Running a hard Ethernet cable from the switch to the HR44 is sufficiently complicated/complex to really discourage that option. Furthermore, the quality of signal, speed, etc., with my in-place WCCK is very good - no problems at all. So I at least need to give the wireless option a try here. Over on the HD forum there are some comments about the HR44 internal wireless being not all that great. And at least one post suggests staying with the WCCK because the wireless adapter is so much better. But, if I disable the wireless in the HR44 will I then need a DECA for it to use the WCCK? That is to say, the wireless adapter and DECA on the HR44 are paired/co-exist or whatever and to disable the wireless is to also disable the built-in DECA. Bummer, hadn't counted on that but I have an extra that I can use. How about using the spare ethernet port on the WCCK and just running cat5 from the HR44 to that port on the WCCK? Is that an option? Finally, can I use both the wireless in the HR44 and the WCCK at the same time on the same SWM-16? That would be the most straightforward of all.
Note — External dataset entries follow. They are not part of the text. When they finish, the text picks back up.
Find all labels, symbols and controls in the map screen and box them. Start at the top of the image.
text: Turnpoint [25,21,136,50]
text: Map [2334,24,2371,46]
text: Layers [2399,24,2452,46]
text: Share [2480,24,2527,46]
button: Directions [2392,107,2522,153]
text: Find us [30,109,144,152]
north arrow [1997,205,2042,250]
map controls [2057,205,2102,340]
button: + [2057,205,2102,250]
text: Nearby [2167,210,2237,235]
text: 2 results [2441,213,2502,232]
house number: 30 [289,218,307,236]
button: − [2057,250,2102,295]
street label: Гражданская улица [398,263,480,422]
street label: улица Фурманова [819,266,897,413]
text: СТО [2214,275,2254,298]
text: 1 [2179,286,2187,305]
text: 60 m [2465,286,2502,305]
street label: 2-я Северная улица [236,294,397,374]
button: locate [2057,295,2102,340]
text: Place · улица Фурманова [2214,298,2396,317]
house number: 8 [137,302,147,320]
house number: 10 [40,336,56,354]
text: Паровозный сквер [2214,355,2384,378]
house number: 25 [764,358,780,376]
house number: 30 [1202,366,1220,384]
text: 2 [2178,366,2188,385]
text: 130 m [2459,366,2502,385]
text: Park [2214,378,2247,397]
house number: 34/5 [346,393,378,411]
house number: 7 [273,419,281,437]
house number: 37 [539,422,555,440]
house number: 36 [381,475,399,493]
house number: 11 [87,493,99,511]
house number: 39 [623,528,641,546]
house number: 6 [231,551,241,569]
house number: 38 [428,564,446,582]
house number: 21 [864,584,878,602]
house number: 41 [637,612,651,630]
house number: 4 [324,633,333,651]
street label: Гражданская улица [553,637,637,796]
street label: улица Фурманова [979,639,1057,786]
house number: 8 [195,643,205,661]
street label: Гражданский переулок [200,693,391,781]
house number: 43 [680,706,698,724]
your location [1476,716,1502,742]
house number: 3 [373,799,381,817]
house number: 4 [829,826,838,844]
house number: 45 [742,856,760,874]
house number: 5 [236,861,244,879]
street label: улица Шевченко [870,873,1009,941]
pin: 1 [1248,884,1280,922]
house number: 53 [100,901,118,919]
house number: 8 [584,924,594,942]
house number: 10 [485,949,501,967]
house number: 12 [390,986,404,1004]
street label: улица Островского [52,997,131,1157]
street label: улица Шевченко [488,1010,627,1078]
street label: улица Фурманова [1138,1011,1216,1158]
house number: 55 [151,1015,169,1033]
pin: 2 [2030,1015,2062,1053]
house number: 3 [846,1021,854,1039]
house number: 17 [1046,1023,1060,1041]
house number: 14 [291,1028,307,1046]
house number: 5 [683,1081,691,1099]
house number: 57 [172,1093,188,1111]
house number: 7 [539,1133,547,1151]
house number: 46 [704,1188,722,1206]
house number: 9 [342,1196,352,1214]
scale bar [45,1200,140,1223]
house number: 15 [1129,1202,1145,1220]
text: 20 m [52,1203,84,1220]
Leave everything as in, keeping the rule of 8 in mind, and just put the coax in the HR44 and use the wireless to get that STB to the router with everything else going through the WCCK as it does now. 

Thanks a lot.

LPB


----------



## inkahauts (Nov 13, 2006)

Ok you are way over thinking it I think. 

When you set up your system leave the DIRECTV Wireless Boradband Internet Connection Kit out if the mix and use the wifi built into the hr44. It works great from my experience. And should be no different than the outboard DIRECTV Wireless Boradband Internet Connection Kit if it was plugged in next to it. 

Second if you do have an issue which I doubt, but if you do you can easily add te DIRECTV Wireless Boradband Internet Connection Kit back in later.


You can not ever disable deca on the coax connection for the genie. Ever. 

What you can do is disable the wifi in the genie by plugging an Ethernet cord directly into the genie. (Also you can stop it from connecting wifi by resetting network defaults so it forgets a connection). That is one or the other. But has nothing to do with the coax connection. 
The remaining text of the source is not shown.